*** SUPPLIED DATA Section Begins ***

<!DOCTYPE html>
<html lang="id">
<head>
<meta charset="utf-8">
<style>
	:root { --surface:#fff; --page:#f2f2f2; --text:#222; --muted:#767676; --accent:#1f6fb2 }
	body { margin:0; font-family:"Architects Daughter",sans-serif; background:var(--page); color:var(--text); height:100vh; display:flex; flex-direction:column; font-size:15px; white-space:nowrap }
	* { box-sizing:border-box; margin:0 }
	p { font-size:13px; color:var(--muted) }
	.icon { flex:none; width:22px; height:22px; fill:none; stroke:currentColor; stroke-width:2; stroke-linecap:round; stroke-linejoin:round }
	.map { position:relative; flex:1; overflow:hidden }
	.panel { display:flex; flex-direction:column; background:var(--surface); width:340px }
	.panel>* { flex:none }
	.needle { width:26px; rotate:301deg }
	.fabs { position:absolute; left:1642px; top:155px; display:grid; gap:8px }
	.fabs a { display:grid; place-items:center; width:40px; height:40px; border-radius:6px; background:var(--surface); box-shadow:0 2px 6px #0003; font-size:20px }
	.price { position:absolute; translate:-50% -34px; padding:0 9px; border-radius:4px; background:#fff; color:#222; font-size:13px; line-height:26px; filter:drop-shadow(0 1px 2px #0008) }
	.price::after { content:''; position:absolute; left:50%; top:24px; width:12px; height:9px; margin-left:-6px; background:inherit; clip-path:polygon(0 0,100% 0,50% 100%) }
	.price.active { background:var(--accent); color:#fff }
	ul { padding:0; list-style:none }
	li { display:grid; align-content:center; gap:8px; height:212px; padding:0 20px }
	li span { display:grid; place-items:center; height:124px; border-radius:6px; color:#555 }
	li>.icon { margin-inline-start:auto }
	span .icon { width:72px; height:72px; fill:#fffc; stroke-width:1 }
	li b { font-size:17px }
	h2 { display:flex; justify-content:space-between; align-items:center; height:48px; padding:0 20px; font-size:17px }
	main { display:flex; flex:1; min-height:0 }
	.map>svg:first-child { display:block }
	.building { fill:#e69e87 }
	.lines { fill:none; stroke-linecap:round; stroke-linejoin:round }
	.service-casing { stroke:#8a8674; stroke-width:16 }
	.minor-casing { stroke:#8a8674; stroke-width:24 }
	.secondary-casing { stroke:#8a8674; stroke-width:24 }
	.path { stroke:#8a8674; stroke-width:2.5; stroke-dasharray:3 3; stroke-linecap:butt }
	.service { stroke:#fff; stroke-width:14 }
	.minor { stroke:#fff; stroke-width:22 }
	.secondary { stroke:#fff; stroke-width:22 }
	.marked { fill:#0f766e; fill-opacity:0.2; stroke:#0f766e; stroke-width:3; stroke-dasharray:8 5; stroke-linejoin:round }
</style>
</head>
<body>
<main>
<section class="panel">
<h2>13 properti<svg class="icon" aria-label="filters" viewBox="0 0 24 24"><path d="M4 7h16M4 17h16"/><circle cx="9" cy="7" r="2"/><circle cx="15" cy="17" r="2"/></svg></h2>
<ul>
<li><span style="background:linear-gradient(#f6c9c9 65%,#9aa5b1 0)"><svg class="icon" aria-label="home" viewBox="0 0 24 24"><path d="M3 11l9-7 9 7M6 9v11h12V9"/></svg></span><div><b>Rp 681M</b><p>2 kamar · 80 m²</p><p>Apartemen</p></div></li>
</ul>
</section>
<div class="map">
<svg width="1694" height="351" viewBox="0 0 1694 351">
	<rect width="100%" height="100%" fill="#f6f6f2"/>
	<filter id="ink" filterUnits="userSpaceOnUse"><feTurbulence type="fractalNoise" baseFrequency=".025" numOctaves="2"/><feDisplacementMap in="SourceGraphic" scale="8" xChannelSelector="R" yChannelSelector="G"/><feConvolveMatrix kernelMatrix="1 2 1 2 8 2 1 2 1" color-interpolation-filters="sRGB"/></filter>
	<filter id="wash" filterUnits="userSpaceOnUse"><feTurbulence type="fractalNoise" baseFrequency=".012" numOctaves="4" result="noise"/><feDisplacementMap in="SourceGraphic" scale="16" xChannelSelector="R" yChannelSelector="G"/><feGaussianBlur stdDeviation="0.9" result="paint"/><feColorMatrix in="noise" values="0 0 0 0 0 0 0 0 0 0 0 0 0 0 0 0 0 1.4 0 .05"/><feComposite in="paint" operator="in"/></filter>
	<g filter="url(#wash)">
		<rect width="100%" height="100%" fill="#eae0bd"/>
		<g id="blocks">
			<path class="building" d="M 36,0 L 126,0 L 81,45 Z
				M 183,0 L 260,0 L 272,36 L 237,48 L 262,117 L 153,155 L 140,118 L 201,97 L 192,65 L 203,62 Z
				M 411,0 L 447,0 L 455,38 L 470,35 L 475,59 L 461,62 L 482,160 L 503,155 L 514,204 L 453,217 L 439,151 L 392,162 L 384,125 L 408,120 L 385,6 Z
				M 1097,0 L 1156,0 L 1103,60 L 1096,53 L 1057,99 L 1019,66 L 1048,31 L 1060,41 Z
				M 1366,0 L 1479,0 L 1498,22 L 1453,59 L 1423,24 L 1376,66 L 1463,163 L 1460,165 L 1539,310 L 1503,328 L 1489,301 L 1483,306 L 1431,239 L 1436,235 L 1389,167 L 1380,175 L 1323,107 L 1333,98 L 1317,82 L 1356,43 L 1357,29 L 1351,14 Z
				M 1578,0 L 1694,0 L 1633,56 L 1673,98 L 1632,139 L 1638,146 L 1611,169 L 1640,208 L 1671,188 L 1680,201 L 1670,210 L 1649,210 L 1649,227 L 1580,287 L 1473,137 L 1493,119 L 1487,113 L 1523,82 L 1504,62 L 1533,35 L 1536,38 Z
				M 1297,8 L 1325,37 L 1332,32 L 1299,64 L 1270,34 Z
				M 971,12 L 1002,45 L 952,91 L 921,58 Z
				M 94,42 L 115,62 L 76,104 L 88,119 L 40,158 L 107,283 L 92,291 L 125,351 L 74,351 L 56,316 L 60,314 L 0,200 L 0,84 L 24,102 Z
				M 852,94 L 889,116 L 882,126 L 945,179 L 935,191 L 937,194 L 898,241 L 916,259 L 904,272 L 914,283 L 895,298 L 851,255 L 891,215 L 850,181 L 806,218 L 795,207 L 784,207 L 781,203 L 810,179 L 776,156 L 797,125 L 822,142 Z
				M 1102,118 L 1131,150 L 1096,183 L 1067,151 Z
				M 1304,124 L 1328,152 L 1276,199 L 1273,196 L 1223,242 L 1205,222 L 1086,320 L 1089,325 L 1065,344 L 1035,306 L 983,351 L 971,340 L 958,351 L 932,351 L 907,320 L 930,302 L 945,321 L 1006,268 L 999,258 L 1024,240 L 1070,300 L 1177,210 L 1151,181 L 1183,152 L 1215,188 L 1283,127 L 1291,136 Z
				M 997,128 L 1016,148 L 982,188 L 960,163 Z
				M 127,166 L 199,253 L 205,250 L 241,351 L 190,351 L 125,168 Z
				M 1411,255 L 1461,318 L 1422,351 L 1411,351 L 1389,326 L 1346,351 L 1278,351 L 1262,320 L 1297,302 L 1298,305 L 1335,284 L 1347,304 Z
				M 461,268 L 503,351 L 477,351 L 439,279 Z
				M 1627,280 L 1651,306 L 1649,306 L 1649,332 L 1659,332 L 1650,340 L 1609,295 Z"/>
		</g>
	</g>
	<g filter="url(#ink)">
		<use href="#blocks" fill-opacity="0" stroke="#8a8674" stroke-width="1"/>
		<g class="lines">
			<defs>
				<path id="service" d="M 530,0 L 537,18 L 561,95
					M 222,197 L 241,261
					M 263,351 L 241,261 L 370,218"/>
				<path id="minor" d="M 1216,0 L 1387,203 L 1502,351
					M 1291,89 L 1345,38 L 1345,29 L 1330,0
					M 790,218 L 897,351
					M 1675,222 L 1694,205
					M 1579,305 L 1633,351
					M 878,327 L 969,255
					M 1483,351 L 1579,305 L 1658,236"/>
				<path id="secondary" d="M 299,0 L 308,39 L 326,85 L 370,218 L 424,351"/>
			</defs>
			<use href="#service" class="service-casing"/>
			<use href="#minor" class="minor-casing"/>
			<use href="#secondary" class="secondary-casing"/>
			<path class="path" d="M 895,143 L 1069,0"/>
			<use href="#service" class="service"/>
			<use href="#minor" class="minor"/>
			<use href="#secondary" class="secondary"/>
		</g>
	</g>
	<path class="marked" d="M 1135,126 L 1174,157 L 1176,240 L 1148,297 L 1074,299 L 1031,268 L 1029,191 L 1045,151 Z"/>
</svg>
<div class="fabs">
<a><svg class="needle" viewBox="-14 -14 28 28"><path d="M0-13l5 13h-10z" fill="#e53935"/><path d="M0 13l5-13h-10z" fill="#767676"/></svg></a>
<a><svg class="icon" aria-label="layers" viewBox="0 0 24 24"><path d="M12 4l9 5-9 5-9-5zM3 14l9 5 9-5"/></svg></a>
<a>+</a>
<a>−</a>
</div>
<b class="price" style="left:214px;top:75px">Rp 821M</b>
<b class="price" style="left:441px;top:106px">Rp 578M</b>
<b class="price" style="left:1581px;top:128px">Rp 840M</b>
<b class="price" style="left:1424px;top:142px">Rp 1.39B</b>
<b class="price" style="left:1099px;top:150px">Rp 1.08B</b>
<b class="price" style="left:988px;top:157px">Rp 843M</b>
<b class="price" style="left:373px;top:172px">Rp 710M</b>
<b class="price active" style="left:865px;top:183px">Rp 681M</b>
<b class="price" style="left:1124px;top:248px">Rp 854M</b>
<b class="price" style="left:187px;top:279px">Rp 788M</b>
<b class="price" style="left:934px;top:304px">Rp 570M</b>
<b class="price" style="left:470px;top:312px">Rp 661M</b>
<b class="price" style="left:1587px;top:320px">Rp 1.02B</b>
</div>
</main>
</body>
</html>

*** SUPPLIED DATA Section Ends ***
*** SUPPLIED DATA Section Begins ***

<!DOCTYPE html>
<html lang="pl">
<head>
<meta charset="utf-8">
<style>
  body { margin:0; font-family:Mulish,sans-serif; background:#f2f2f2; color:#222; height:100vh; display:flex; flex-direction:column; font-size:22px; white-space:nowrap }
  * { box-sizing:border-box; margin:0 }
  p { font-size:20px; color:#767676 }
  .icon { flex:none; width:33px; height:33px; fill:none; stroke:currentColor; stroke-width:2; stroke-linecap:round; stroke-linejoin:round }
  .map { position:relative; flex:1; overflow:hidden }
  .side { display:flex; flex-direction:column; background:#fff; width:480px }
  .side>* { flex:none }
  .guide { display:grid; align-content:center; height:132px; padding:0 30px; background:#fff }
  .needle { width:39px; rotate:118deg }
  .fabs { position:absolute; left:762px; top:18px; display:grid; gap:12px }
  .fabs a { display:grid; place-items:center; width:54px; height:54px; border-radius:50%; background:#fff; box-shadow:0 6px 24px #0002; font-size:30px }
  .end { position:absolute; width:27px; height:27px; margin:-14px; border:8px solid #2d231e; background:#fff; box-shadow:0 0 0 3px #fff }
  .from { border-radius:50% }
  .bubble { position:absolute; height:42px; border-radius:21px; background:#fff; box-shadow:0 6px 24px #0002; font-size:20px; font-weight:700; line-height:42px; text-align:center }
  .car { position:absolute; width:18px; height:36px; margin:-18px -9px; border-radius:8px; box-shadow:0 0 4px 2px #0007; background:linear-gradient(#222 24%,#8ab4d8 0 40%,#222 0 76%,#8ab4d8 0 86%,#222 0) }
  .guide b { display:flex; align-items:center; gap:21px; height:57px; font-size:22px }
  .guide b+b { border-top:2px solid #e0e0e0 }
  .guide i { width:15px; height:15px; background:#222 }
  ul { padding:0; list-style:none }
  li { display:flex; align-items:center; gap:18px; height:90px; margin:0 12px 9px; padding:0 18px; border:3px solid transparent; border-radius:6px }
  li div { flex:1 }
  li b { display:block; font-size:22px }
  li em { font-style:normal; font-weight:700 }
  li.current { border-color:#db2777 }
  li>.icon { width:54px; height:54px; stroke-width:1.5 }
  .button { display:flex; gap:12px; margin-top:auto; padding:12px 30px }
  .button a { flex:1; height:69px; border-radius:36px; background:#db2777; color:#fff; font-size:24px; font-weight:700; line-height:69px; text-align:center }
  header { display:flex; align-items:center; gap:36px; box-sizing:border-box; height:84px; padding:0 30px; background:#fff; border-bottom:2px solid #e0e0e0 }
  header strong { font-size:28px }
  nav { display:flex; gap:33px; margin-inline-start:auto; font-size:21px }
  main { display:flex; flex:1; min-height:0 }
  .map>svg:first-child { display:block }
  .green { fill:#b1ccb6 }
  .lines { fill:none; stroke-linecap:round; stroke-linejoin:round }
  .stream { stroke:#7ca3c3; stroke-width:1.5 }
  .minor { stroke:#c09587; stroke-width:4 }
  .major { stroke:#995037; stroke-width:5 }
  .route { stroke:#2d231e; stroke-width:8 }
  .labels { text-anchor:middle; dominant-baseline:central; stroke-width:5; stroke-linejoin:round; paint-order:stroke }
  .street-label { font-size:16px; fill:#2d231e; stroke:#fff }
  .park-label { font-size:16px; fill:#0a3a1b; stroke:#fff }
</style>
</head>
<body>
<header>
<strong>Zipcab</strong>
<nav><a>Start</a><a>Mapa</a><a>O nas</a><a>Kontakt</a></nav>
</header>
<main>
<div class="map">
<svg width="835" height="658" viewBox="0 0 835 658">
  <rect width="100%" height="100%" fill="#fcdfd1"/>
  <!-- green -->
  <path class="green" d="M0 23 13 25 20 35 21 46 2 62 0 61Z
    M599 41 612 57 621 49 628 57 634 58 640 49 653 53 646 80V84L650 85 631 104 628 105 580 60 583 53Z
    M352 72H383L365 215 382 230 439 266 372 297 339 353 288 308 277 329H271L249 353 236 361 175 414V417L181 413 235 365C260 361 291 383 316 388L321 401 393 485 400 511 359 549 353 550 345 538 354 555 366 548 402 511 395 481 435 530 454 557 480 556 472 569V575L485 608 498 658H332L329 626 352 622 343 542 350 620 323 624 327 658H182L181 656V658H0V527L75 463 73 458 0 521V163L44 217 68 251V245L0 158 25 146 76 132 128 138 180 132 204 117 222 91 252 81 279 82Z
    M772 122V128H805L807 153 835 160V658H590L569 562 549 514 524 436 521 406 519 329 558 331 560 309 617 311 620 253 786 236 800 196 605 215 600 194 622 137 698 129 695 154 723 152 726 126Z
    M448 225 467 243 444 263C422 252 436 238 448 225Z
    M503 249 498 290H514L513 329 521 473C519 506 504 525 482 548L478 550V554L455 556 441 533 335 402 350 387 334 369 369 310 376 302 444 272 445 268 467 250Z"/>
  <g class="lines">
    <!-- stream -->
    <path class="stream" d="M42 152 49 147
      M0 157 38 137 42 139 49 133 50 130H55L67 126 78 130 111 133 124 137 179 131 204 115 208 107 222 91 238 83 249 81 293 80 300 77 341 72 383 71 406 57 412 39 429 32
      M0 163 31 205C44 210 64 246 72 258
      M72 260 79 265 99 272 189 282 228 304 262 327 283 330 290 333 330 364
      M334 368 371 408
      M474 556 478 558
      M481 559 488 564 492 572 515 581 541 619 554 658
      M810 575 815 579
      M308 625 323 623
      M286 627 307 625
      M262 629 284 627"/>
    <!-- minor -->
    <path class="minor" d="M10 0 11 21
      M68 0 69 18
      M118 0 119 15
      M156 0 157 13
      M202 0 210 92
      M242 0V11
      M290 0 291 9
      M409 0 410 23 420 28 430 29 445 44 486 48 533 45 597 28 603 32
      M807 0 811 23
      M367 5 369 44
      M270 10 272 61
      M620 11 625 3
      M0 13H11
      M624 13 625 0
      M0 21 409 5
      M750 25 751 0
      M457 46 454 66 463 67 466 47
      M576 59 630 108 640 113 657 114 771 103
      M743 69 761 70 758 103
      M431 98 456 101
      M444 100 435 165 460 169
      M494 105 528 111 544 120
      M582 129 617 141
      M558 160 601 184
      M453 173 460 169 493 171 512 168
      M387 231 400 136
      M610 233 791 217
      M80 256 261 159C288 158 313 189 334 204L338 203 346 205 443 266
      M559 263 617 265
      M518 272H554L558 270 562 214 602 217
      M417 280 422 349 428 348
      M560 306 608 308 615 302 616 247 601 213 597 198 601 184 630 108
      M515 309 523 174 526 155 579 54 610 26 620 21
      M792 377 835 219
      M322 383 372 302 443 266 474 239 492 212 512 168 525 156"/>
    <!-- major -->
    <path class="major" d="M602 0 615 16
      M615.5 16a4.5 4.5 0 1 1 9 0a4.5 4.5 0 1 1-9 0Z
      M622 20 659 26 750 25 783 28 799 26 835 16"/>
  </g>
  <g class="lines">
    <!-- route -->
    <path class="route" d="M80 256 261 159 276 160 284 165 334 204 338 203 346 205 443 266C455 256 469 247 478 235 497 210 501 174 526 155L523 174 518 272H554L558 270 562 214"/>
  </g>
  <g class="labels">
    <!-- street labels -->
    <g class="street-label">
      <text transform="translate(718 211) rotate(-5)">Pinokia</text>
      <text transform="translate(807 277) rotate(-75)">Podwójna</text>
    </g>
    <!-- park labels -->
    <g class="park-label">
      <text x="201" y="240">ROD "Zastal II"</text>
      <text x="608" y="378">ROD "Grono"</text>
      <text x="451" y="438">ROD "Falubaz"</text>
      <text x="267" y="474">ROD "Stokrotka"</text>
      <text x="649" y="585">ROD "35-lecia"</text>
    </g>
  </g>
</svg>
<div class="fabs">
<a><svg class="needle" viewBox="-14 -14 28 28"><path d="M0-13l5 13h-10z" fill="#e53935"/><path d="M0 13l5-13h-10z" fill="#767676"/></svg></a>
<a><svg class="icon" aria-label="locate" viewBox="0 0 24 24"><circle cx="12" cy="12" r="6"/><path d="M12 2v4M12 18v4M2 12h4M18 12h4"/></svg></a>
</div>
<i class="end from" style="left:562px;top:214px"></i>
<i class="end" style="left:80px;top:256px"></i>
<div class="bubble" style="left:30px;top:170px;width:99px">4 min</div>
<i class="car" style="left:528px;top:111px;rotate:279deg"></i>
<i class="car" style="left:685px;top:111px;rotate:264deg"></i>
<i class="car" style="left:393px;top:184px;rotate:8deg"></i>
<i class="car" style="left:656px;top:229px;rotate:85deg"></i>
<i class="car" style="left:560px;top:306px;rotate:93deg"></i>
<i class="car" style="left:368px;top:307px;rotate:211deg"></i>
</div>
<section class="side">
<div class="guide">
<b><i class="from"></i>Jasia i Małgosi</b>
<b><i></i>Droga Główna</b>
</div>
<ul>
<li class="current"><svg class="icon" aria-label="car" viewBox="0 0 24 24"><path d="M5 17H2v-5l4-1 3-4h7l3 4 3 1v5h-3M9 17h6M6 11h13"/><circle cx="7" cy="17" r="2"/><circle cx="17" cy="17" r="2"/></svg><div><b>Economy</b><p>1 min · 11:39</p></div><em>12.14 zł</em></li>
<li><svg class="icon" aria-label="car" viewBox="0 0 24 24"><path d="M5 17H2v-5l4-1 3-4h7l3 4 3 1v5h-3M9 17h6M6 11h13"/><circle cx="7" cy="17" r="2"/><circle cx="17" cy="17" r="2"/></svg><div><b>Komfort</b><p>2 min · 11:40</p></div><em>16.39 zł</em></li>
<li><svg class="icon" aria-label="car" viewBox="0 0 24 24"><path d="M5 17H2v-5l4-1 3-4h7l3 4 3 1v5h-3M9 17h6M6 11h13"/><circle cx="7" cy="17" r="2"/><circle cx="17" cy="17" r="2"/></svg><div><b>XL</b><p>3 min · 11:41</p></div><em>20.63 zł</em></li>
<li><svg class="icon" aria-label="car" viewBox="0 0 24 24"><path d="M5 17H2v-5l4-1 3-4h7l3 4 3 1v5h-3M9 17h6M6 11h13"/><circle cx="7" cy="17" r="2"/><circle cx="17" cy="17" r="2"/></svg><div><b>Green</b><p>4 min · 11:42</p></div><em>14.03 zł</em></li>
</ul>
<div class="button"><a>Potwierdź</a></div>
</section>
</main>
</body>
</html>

*** SUPPLIED DATA Section Ends ***

Would you please work out how many lines of the data hold "casing"? Reply with the number alone.

6